THE PROBLEM: Search the records for "currentColor" and copy each line that holds it.

DATASET EXCERPTS:
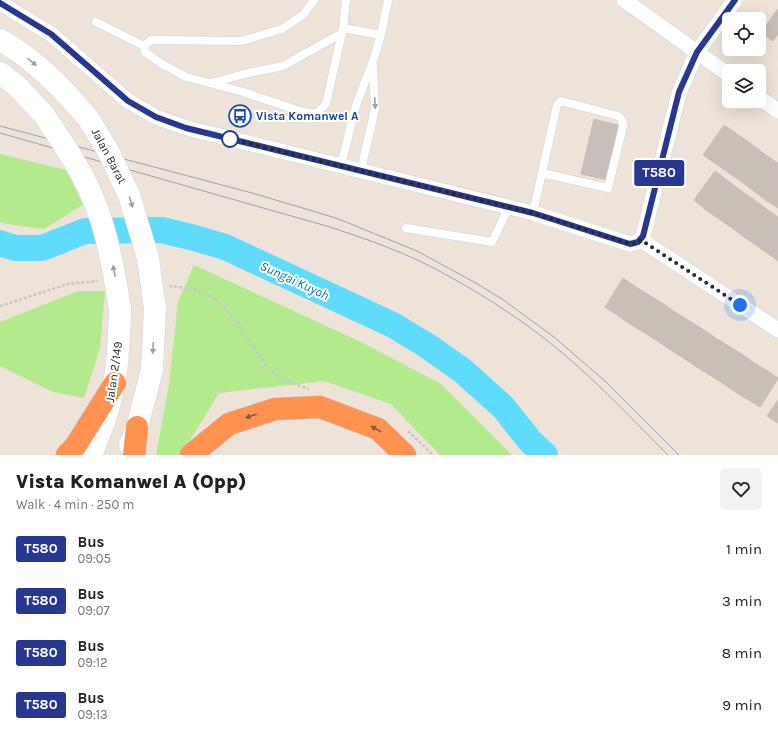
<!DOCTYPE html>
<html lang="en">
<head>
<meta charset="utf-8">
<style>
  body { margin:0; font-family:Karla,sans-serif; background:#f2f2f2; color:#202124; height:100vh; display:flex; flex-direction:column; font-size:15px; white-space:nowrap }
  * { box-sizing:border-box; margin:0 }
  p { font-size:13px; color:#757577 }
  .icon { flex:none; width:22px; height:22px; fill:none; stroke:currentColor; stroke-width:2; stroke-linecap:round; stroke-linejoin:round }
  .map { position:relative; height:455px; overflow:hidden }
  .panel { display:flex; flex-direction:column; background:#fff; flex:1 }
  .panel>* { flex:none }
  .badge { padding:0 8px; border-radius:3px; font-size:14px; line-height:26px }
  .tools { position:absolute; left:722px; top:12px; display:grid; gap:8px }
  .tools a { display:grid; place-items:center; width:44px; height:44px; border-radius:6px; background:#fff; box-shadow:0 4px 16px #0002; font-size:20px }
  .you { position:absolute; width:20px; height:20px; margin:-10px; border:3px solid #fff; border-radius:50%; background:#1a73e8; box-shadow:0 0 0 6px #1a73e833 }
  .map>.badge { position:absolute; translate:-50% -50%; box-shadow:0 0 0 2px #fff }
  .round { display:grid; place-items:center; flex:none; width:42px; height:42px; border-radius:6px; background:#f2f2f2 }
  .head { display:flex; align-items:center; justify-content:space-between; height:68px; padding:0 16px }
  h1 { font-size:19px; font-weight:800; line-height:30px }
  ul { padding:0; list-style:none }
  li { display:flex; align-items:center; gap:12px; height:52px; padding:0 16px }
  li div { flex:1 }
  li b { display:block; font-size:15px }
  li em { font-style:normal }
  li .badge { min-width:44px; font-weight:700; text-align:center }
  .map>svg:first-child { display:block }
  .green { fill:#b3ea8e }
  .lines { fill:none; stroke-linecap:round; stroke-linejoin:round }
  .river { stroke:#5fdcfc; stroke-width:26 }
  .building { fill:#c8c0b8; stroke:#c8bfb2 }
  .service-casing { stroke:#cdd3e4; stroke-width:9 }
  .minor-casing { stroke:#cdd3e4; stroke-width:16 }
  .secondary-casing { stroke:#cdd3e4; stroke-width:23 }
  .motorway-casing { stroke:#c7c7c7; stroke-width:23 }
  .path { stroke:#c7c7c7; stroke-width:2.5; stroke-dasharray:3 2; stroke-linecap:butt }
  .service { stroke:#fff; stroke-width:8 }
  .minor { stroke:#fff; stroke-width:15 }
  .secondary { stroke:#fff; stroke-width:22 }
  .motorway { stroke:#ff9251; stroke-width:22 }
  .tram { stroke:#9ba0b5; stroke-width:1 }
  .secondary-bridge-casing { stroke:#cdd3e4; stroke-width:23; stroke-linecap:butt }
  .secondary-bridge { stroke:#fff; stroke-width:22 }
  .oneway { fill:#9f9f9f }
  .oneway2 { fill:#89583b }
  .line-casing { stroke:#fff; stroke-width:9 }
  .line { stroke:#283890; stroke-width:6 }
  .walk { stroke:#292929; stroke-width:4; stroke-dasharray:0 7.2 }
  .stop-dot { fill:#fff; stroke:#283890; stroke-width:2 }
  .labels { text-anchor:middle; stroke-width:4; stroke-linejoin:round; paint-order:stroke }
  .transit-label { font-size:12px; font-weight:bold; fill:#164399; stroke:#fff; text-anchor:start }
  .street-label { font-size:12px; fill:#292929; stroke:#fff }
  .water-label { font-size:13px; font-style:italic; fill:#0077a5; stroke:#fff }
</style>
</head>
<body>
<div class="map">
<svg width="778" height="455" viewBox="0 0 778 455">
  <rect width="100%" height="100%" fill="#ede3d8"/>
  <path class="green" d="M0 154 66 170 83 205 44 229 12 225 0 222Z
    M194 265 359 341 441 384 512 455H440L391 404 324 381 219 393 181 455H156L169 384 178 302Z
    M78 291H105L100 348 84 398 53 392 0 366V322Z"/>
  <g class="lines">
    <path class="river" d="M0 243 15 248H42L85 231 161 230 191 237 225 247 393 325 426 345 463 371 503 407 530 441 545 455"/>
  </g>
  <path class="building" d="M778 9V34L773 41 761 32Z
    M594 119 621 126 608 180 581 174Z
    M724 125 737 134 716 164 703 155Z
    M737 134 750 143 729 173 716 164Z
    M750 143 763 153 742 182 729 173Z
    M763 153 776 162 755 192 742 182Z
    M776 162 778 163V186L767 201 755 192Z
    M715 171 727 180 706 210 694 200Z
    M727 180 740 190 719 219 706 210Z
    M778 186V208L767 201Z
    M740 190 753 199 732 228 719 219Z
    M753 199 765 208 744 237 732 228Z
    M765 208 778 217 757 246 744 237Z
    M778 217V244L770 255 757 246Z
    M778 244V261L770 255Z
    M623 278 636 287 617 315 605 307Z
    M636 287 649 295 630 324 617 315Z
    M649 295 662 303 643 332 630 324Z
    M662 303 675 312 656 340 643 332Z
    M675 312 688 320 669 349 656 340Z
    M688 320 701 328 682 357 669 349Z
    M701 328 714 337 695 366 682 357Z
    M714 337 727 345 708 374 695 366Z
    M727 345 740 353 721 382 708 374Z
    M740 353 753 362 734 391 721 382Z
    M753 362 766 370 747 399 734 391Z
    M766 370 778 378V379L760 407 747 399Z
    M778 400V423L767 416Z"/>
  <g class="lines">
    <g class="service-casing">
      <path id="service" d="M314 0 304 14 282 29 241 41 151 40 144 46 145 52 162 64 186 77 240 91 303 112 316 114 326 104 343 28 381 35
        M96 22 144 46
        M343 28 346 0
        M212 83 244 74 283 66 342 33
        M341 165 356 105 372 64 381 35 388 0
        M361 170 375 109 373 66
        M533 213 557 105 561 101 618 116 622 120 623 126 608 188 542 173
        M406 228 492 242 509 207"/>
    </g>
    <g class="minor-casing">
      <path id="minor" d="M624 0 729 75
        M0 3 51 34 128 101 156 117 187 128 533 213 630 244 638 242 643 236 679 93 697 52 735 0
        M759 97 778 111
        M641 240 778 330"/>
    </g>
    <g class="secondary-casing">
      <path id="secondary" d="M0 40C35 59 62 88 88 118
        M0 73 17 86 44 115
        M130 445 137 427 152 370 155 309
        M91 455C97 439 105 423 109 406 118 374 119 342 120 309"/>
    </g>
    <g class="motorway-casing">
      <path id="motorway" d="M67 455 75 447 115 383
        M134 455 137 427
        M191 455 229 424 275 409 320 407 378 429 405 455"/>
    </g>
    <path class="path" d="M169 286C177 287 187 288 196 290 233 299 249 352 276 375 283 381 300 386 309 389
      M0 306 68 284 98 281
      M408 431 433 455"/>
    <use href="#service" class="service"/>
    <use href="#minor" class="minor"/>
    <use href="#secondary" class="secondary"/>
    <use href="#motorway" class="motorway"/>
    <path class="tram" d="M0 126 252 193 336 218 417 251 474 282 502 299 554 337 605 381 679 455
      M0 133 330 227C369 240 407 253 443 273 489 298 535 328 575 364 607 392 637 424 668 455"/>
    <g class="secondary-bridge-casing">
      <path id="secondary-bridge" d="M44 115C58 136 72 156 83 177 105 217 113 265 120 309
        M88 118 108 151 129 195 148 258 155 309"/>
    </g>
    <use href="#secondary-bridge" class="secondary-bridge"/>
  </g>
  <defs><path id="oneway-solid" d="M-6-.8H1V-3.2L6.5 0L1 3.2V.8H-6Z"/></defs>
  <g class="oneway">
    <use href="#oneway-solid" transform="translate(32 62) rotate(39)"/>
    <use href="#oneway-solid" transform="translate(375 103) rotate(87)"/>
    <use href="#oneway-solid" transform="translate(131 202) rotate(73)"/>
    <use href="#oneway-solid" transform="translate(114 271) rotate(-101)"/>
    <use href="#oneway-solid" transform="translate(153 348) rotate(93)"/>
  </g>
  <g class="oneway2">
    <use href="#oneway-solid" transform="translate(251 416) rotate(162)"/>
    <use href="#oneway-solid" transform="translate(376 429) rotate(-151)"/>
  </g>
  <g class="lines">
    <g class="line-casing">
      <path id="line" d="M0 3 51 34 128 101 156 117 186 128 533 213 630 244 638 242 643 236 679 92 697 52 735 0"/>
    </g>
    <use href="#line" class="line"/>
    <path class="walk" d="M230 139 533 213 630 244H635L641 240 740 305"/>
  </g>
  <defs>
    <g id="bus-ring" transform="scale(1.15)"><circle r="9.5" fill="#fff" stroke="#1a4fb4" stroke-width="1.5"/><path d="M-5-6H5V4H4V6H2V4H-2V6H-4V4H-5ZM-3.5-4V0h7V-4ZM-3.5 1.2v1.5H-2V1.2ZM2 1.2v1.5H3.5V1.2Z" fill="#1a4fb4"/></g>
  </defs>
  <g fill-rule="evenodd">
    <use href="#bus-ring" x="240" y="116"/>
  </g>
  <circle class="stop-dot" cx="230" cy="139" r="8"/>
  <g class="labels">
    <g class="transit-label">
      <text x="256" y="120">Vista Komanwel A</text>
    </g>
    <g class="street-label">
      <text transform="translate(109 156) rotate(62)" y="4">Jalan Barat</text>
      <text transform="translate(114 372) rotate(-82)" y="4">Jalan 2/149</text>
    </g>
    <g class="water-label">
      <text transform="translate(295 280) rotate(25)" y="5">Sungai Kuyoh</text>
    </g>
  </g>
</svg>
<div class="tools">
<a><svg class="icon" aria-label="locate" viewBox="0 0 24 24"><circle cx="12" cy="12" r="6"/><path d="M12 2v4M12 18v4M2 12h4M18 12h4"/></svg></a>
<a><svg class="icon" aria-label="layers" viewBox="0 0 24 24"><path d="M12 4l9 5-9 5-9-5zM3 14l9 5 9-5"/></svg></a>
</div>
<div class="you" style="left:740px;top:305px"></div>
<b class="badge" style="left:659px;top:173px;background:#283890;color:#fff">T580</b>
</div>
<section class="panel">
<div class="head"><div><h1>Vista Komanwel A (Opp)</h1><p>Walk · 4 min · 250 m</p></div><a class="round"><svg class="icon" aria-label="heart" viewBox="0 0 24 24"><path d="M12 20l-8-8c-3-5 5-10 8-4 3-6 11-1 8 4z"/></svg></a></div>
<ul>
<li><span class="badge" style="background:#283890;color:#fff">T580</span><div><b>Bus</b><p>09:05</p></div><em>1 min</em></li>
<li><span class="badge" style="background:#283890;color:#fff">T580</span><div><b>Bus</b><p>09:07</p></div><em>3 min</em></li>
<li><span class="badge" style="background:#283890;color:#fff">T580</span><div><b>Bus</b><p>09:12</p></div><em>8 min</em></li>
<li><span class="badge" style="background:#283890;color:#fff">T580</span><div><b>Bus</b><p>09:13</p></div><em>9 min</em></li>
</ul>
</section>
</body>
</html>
==
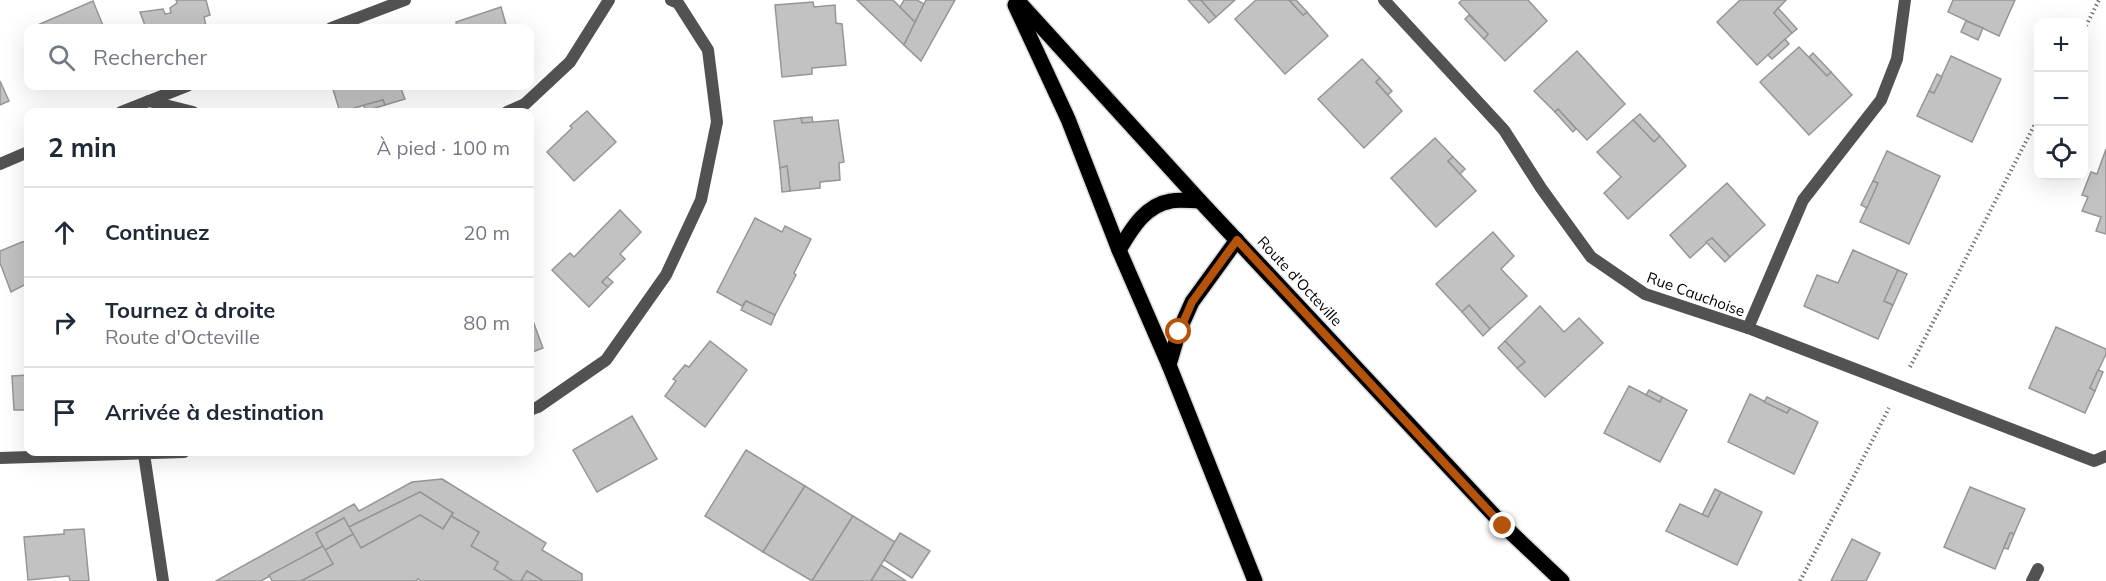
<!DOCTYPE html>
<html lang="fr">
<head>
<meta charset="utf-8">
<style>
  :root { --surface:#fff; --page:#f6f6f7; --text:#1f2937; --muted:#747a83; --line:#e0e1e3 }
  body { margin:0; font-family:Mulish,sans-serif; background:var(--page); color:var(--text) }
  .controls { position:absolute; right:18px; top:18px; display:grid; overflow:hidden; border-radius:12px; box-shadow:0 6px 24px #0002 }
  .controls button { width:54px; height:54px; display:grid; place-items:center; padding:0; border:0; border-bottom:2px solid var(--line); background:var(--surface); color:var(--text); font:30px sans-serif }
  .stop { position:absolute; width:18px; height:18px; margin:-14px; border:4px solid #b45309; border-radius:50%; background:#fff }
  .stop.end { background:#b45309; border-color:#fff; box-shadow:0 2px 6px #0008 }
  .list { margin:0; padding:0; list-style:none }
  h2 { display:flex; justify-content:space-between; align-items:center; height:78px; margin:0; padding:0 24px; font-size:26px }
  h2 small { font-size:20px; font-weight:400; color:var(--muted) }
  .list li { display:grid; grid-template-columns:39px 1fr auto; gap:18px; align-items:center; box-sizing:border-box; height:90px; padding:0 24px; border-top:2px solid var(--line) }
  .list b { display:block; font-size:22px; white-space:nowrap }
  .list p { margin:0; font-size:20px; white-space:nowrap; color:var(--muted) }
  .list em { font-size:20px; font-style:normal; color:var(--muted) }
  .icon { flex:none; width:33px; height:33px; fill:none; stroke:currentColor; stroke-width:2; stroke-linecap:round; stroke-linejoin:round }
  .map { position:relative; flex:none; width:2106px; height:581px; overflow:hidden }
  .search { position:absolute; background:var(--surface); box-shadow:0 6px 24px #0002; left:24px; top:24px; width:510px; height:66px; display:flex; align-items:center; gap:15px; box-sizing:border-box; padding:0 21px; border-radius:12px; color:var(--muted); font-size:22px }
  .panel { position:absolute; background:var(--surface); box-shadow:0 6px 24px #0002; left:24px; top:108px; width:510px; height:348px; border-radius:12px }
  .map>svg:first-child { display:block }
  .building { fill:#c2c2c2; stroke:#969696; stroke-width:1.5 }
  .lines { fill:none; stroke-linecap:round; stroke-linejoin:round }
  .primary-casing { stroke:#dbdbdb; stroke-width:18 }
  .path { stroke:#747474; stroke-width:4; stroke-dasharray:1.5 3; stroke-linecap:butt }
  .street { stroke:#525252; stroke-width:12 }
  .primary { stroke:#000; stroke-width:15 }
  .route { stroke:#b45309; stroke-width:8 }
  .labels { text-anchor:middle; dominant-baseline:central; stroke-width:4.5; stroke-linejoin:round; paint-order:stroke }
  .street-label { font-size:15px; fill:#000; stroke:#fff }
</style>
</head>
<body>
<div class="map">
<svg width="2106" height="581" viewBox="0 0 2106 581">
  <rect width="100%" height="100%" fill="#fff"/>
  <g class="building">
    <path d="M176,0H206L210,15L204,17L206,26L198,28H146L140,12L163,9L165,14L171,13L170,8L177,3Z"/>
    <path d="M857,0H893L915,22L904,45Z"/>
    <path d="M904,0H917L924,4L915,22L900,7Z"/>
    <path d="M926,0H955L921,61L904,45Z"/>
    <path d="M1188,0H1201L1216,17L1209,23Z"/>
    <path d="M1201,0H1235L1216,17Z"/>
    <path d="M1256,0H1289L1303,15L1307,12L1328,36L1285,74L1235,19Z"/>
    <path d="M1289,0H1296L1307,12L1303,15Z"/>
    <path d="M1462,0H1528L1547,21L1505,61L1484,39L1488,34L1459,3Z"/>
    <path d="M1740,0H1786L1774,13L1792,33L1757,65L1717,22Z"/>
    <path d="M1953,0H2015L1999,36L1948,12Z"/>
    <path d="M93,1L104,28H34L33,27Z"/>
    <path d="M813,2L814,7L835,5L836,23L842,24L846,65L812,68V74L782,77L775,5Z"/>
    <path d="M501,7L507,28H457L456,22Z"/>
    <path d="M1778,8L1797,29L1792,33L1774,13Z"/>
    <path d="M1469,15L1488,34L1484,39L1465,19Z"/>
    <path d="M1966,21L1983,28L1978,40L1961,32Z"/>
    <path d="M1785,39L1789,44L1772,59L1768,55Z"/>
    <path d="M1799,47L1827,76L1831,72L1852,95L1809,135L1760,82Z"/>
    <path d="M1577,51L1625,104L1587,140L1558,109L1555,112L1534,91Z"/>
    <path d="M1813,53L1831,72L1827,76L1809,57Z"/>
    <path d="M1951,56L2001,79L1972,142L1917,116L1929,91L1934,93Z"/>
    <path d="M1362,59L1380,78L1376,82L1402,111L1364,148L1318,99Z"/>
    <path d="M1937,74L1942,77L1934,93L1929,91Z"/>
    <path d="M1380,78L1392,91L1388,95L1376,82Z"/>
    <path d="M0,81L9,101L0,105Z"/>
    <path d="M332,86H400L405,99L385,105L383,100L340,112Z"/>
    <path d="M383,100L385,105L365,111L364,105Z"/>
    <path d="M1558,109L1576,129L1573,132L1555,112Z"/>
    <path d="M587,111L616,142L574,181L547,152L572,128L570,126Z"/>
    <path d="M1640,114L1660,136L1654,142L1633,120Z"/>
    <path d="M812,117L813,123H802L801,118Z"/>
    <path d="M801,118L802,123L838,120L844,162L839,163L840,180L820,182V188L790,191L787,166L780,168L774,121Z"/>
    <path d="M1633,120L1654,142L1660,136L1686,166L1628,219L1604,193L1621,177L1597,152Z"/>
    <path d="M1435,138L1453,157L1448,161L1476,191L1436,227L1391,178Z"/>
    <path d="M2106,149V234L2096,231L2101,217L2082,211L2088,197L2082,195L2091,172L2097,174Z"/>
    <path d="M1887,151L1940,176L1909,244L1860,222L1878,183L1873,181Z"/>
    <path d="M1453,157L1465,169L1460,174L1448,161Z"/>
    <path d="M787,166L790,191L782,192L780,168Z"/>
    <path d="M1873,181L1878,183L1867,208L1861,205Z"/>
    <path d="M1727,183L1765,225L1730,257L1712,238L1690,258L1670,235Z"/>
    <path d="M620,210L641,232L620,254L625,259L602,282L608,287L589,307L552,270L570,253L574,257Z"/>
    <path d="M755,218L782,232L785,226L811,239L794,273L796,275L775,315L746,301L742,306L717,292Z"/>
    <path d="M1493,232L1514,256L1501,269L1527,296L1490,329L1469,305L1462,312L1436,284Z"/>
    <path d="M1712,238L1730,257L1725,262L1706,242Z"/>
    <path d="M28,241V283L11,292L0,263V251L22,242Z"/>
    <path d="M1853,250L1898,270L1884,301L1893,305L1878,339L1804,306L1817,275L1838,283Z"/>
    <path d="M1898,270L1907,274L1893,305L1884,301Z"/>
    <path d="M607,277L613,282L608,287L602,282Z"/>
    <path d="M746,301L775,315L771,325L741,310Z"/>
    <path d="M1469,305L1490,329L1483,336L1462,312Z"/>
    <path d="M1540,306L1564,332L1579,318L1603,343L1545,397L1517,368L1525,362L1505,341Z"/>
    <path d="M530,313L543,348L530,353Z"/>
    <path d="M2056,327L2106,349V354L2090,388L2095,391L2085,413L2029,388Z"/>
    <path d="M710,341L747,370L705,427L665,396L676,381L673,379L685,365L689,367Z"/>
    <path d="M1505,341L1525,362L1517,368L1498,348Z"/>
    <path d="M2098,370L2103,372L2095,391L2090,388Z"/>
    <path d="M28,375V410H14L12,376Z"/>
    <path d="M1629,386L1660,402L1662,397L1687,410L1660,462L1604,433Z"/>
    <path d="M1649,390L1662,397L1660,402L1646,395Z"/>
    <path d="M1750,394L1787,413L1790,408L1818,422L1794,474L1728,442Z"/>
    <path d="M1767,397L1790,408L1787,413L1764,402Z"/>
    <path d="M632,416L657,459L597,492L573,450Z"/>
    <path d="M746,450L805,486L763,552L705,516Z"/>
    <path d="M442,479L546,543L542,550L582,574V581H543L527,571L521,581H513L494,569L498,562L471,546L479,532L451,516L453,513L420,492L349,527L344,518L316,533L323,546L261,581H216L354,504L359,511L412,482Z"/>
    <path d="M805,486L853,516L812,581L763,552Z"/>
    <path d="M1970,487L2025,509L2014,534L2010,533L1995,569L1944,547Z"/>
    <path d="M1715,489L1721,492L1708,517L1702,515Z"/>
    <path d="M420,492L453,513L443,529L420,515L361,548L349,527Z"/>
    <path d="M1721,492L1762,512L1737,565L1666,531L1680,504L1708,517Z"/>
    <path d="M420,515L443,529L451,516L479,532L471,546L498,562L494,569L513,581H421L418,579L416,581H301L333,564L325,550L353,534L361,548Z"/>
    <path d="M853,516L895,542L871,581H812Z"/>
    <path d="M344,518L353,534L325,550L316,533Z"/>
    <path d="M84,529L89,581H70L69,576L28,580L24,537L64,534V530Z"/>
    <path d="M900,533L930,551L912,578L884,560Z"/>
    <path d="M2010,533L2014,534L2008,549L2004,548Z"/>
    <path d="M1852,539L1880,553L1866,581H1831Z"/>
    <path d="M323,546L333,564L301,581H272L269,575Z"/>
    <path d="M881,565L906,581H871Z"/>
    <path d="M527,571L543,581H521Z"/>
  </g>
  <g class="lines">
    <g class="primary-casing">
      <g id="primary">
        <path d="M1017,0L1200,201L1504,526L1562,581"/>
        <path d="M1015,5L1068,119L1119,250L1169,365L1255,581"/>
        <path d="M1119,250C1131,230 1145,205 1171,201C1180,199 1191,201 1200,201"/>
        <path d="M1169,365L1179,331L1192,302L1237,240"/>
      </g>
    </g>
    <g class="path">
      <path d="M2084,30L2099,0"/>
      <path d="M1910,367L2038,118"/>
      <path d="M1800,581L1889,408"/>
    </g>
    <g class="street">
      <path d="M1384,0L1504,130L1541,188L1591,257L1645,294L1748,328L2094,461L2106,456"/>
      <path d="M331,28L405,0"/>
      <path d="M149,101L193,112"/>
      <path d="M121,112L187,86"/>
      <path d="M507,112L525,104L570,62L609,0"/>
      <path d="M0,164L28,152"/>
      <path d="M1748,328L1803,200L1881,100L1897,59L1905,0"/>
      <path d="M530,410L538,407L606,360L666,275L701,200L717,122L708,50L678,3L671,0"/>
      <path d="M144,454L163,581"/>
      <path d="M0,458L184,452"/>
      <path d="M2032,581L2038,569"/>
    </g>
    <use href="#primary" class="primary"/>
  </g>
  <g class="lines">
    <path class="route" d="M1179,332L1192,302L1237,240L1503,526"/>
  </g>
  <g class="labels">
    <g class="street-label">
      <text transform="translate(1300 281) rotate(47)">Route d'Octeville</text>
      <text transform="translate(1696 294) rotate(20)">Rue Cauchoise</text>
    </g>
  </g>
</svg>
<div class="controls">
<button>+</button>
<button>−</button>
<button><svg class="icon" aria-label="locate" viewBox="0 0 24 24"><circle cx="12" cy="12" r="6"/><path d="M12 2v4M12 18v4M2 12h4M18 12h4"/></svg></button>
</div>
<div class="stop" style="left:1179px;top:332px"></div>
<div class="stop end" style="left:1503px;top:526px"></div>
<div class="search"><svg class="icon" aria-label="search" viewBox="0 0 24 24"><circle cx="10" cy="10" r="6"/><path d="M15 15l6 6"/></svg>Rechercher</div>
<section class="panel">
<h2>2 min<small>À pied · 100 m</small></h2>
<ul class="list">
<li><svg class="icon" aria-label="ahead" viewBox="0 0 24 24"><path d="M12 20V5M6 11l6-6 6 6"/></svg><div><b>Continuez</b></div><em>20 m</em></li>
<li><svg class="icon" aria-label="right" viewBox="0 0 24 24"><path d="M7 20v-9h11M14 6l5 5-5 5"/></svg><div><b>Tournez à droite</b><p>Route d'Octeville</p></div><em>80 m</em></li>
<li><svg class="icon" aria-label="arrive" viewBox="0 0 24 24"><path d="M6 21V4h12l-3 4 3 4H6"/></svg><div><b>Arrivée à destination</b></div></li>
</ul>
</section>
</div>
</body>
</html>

TASK SOLUTION:
  .icon { flex:none; width:22px; height:22px; fill:none; stroke:currentColor; stroke-width:2; stroke-linecap:round; stroke-linejoin:round }
  .icon { flex:none; width:33px; height:33px; fill:none; stroke:currentColor; stroke-width:2; stroke-linecap:round; stroke-linejoin:round }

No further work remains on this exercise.